Daughter of the Pirate King

Daughter of the Pirate King - Buchcover

von Tricia Levenseller

In dem Buch „Daughter of the Pirate King“ aus dem Jahr 2024 geht es um die Tochter des Piratenkönigs. Sie wird von gegnerischen Piraten entführt und muss sich behaupten.

Die Hauptfigur des Buches ist Alosa, die Tochter des Piratenkönigs. Von ihm mit einer geheimen Mission beauftragt, lässt sie sich entführen und auf die Night farer bringen. Alosa ist mutig, klug und gut im Schwertkampf.

Es ist eine Geschichte mit einer starken weiblichen Hauptfigur und interessanten Nebenfiguren. Das Buch zeigt auch die schlechten Seiten des Piratenlebens auf und es behandelt Trauma auf einfühlsame Weise. Dabei bleibt es doch humorvoll und abenteuerreich.

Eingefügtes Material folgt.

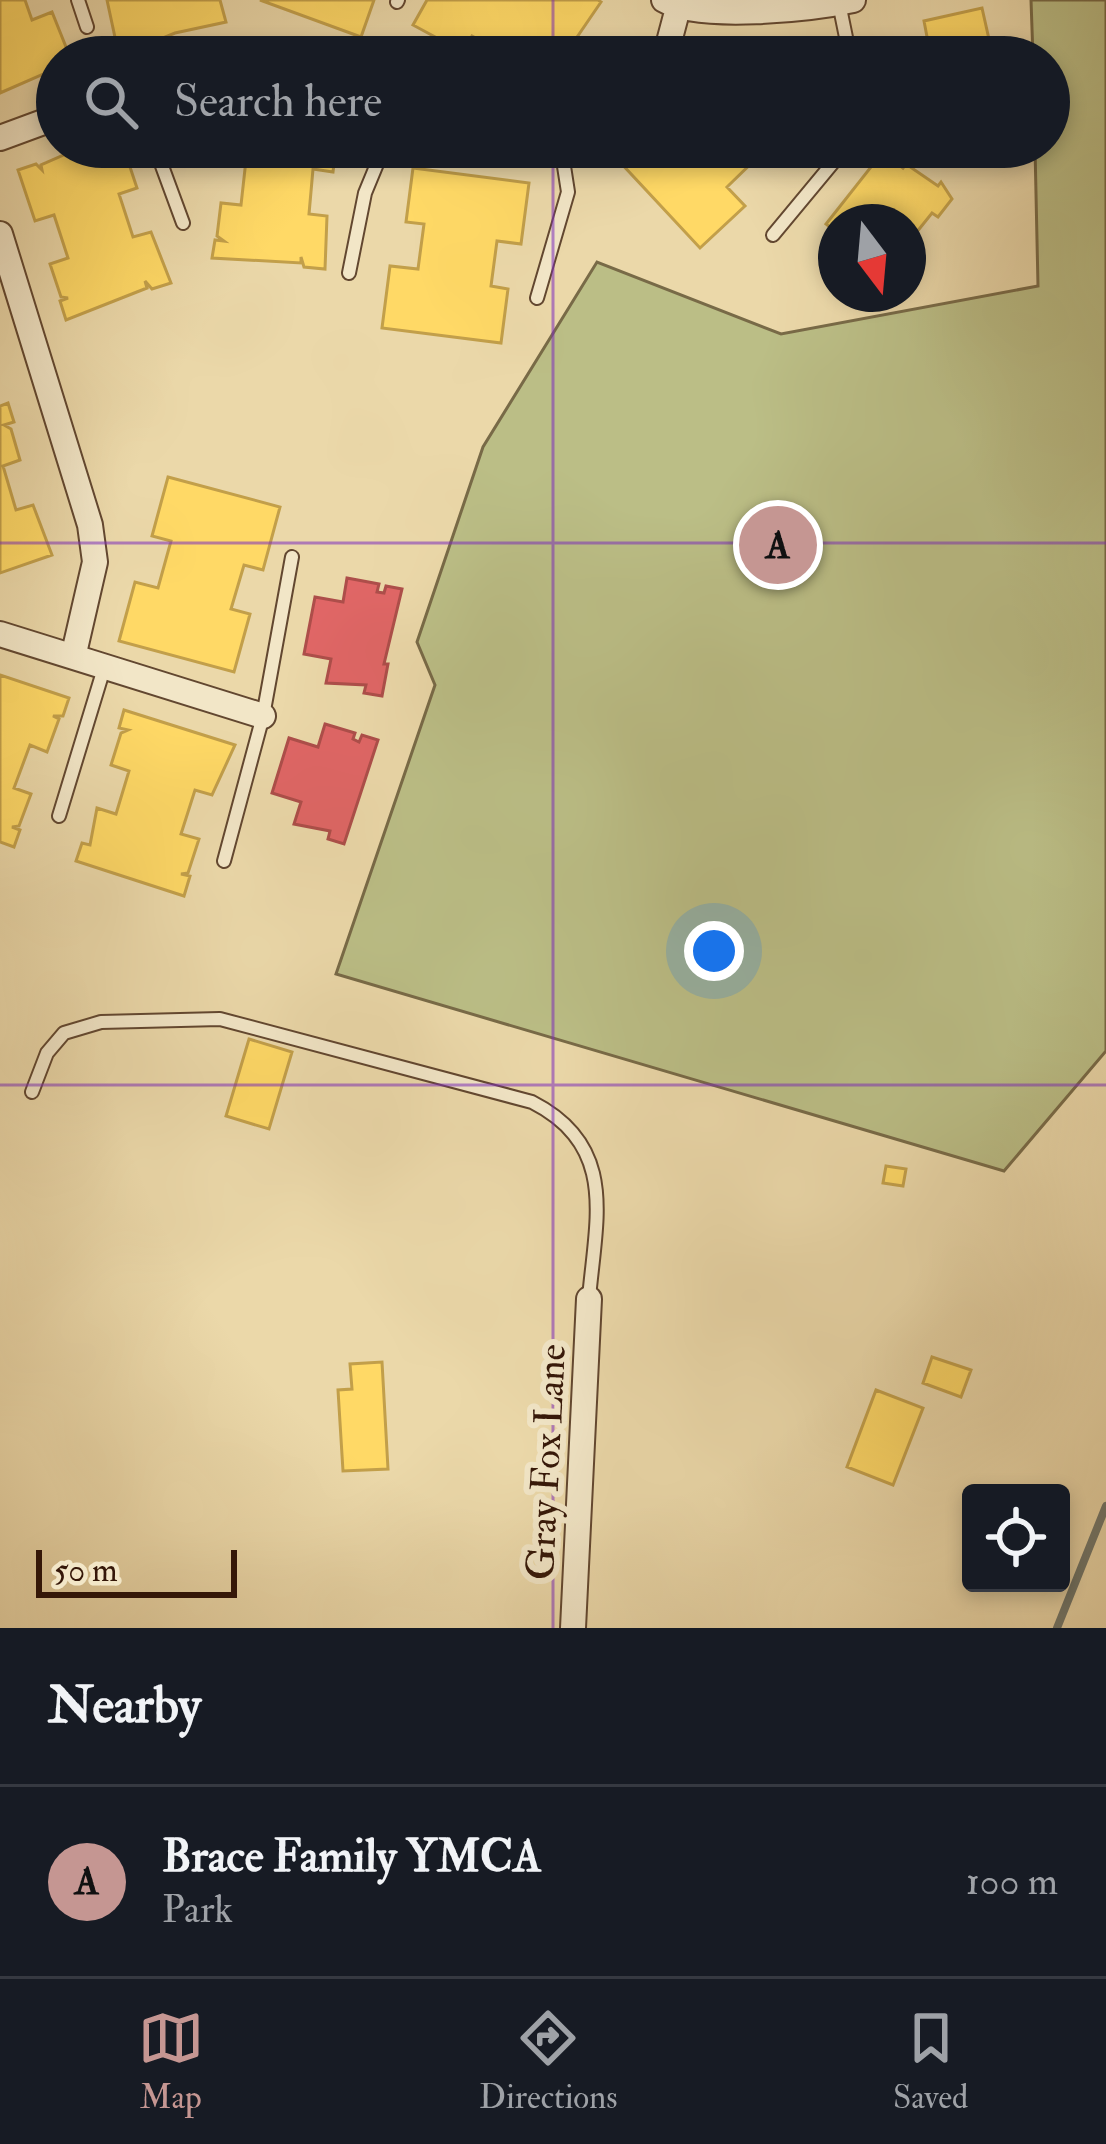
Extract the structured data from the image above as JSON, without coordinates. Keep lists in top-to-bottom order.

Mir hat das Buch gut gefallen, es ist abenteuerlich, spannend und lustig.Besonders gut gefallen hat mir dass Alosa keine hilflose naive Jungfrau in Nöten ist, sondern eine starke , mutige und junge Frau. Auch hat mir das Setting gefallen, bei dem das Leben an Schiff und die Atmosphäre dort beschrieben wird.

Witches, Bitches, It-Girls

Rebekka Endler

Das gesellschaftsbezogene Sachbuch „Witches, Bitches, It-Girls“ von Rebekka Endler erschien im Mai diesen Jahres unter dem Rowohlt Verlag als gebundenes Buch mit einem Gemälde von Helen of Troy auf dem Cover.

Über 464 Seiten hinweg führt das Buch durch die verschiedenen Epochen der Menschheitsgeschichte und den Schicksalen der Frauen darin. Wie wir Tag für Tag das Patriachat aufrechterhalten, wird in diesem Werk erschreckend simpel erklärt.
Von Pandoras Büchse bis zu Cancel-Culture lässt Rebekka Endler nichts unbeleuchtet und auch nicht ihre bisherigen Erfahrungen als Autorin eingebracht. Dieses Buch ist für alle, die es mögen, gleichzeitig informiert und unterhalten zu werden. Man ist nicht überrascht, doch geschockt gleichzeitig, was das Patriachat in der Vergangenheit schon alles angerichtet hat und was es weiter anrichten wird.

Mir hat das Buch gerade deshalb gefallen, da es auch unbekanntere Geschichten von Frauen aufgreift, die vorher nie wirklich eine Stimme geboten bekommen haben. Durch Rebekka Endlers sympathische Art zu schreiben bleibt man gerne beim Lesen aktiv und kann sich nicht langweilen.